*Exercise objective:* Each record should be given again exactly, and any picture in it left out.

Stored items
--

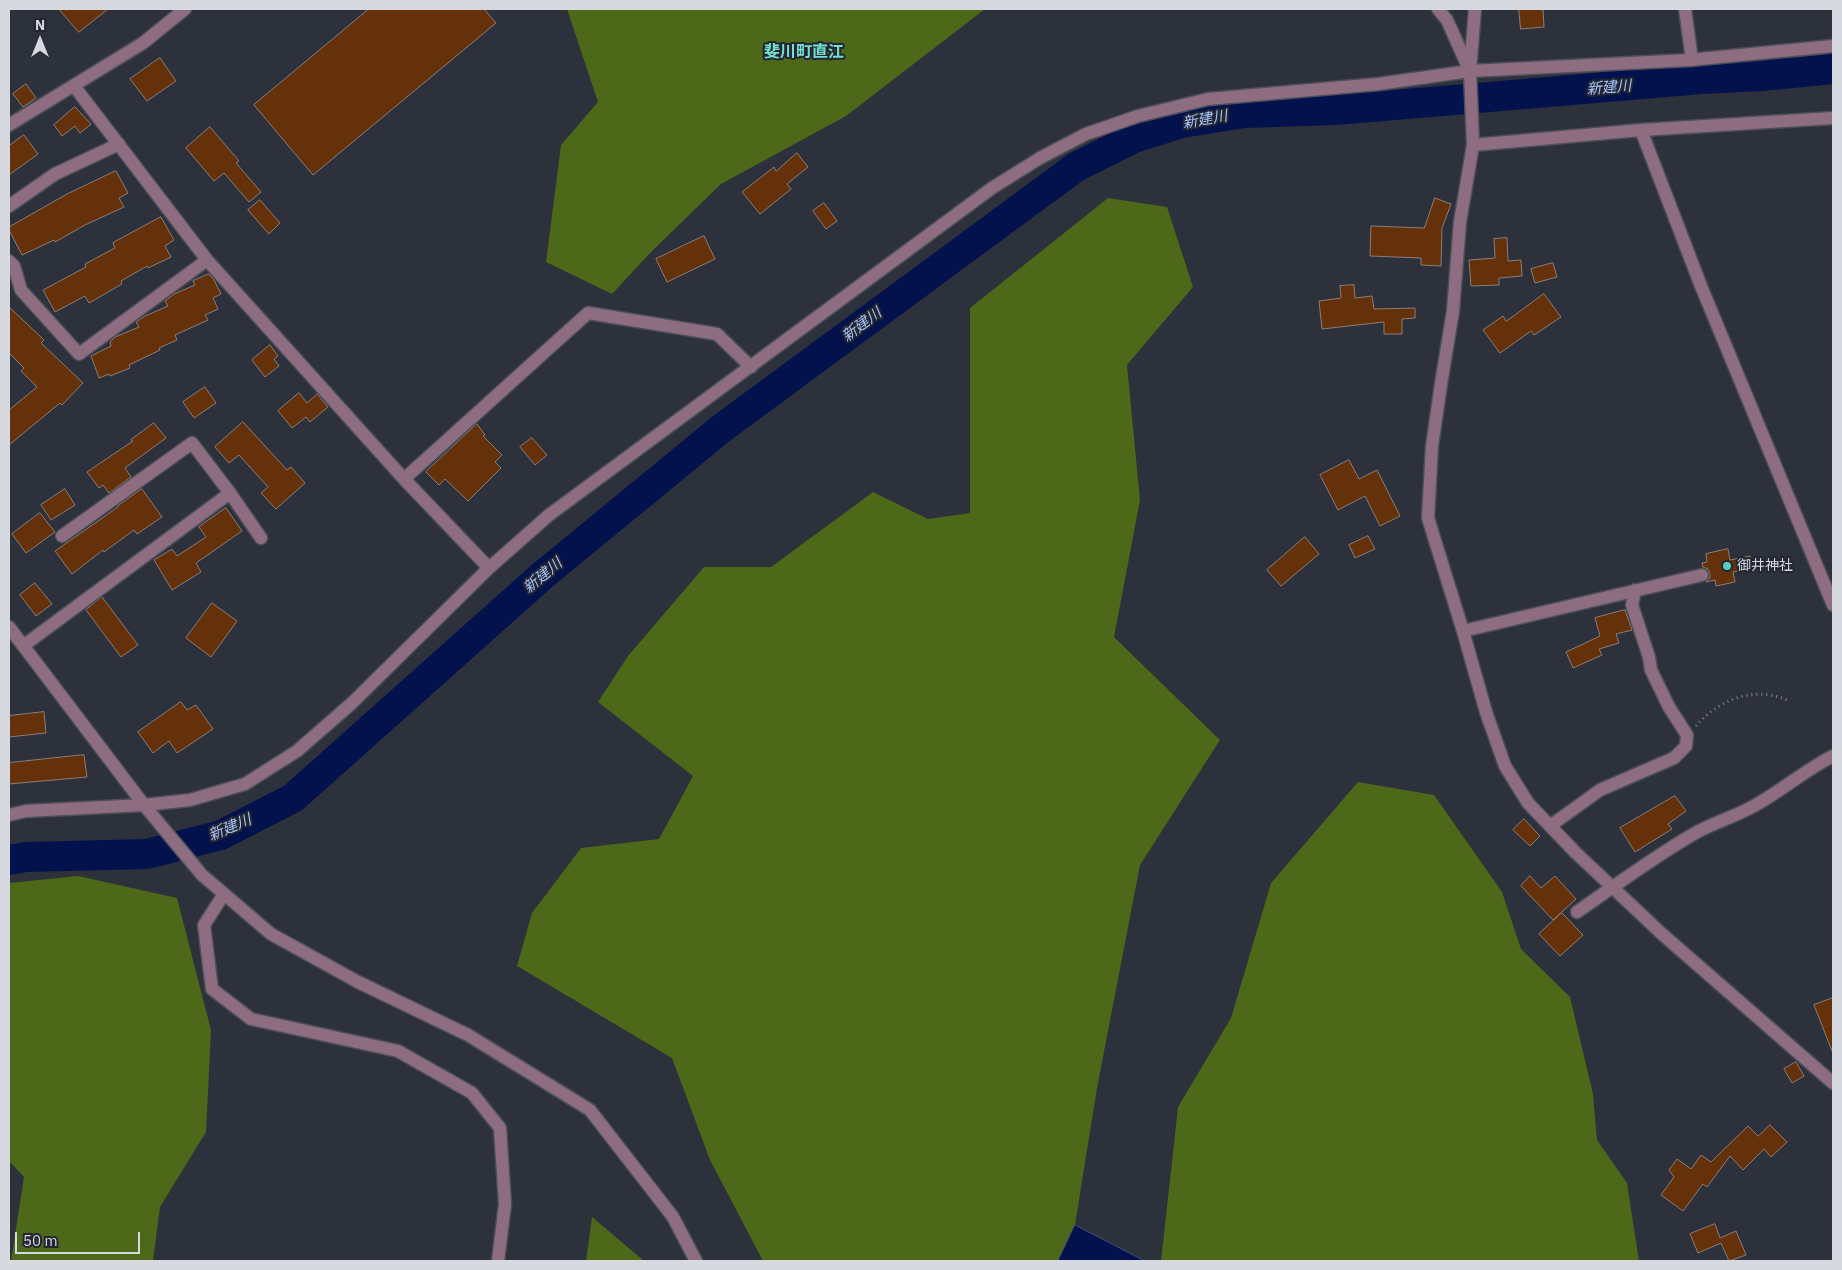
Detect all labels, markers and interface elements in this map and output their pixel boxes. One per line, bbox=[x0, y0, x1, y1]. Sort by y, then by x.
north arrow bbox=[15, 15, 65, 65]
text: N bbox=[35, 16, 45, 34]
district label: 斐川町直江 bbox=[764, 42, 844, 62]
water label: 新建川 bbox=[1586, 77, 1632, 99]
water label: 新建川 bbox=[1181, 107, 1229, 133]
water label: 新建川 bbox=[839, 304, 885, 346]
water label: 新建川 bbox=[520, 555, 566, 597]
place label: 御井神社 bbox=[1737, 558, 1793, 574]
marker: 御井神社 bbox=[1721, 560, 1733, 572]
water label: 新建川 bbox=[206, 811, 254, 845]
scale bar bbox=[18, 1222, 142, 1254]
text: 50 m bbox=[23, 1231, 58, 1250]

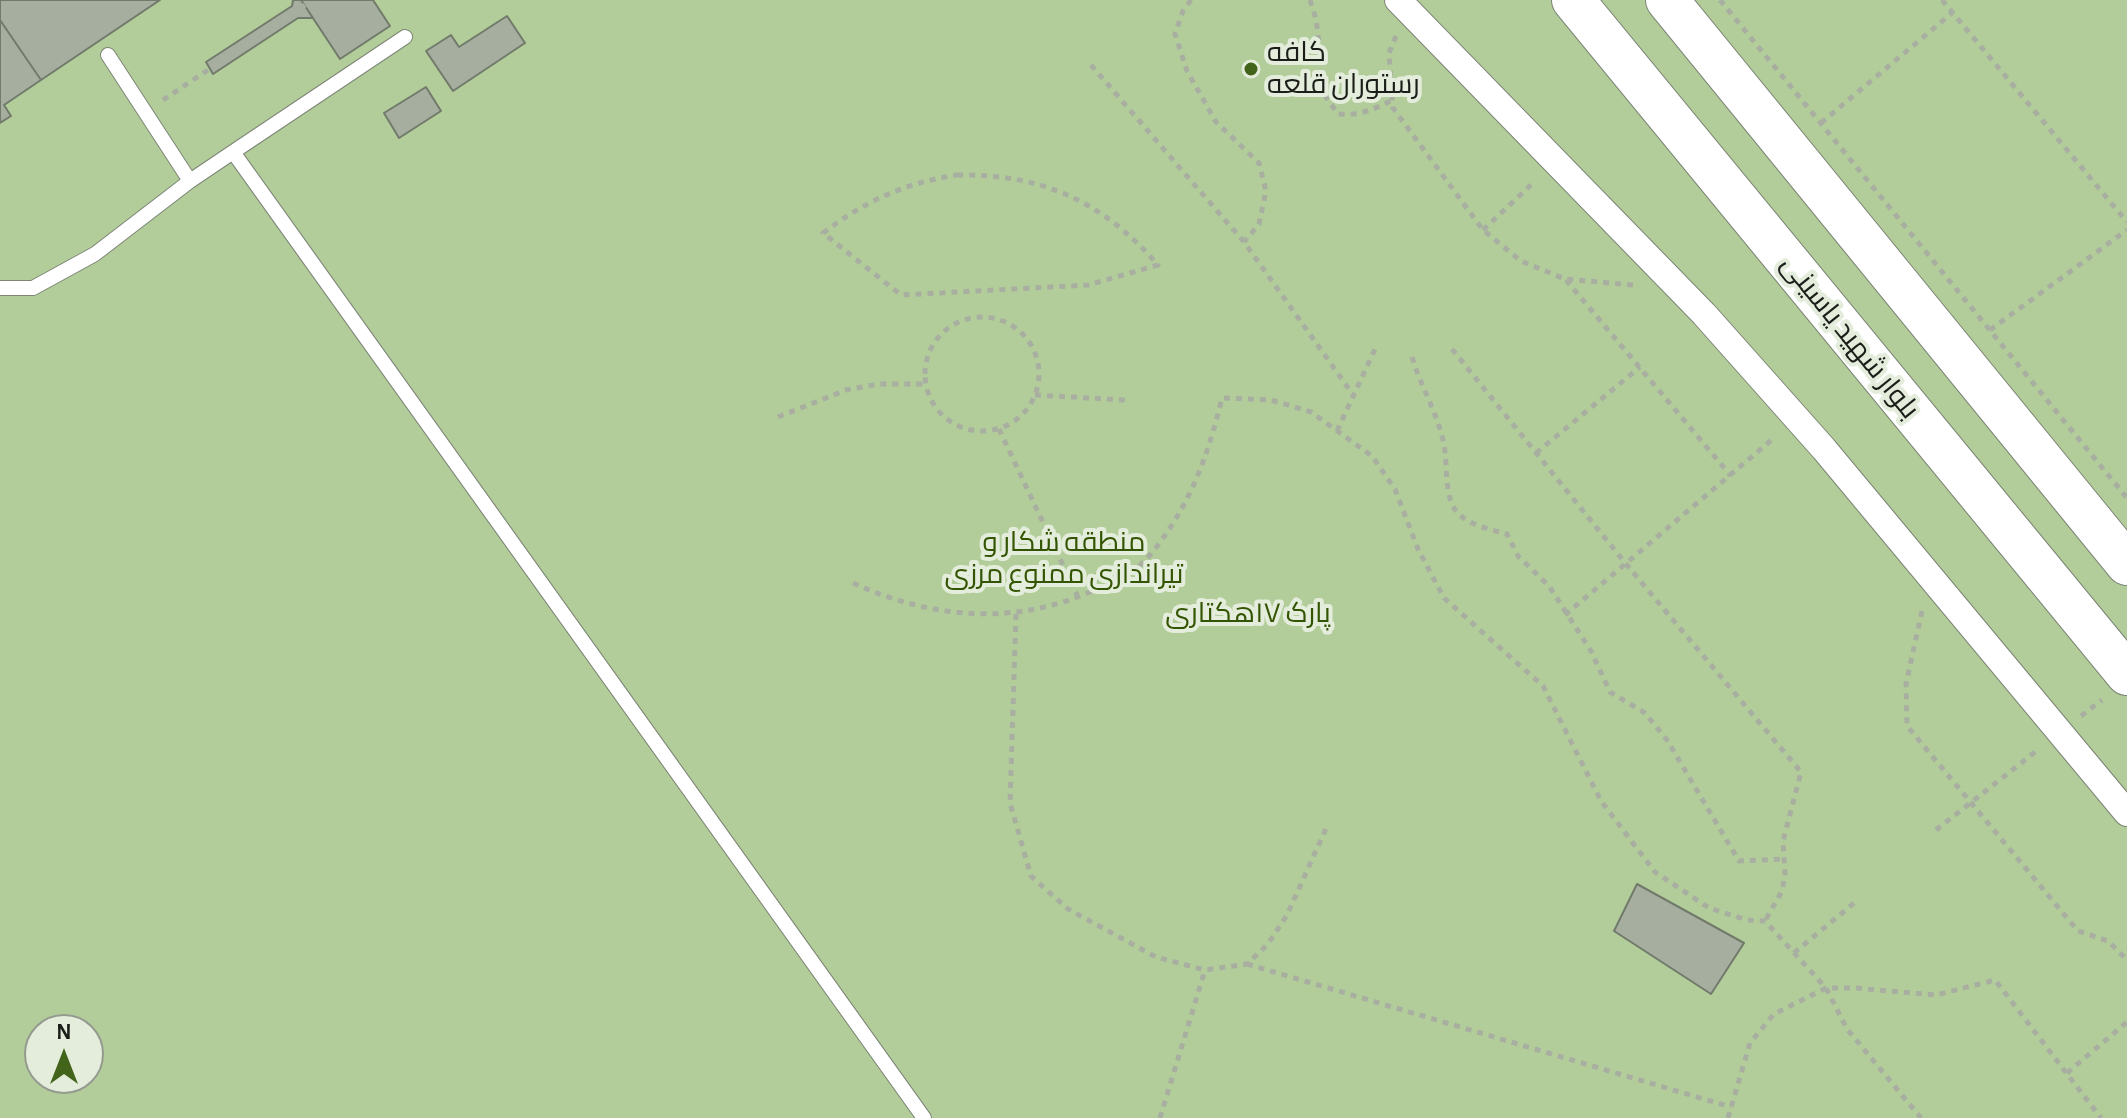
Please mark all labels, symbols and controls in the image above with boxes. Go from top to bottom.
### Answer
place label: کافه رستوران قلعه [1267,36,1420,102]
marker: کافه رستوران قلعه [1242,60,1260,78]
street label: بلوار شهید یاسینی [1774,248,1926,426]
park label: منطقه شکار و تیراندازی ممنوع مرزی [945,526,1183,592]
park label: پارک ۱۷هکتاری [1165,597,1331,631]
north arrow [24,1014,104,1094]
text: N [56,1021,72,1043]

--

*Answer for this exercise:*
Detect all labels, markers and interface elements in this map and output their pixel boxes. One per line, bbox=[x0, y0, x1, y1]. Sort by y, then by x.
north arrow bbox=[15, 15, 65, 65]
text: N bbox=[35, 16, 45, 34]
district label: 斐川町直江 bbox=[764, 42, 844, 62]
water label: 新建川 bbox=[1586, 77, 1632, 99]
water label: 新建川 bbox=[1181, 107, 1229, 133]
water label: 新建川 bbox=[839, 304, 885, 346]
water label: 新建川 bbox=[520, 555, 566, 597]
place label: 御井神社 bbox=[1737, 558, 1793, 574]
marker: 御井神社 bbox=[1721, 560, 1733, 572]
water label: 新建川 bbox=[206, 811, 254, 845]
scale bar bbox=[18, 1222, 142, 1254]
text: 50 m bbox=[23, 1231, 58, 1250]

Please mark all labels, symbols and controls in the image above with boxes. Go from top to bottom.
### Answer
place label: کافه رستوران قلعه [1267,36,1420,102]
marker: کافه رستوران قلعه [1242,60,1260,78]
street label: بلوار شهید یاسینی [1774,248,1926,426]
park label: منطقه شکار و تیراندازی ممنوع مرزی [945,526,1183,592]
park label: پارک ۱۷هکتاری [1165,597,1331,631]
north arrow [24,1014,104,1094]
text: N [56,1021,72,1043]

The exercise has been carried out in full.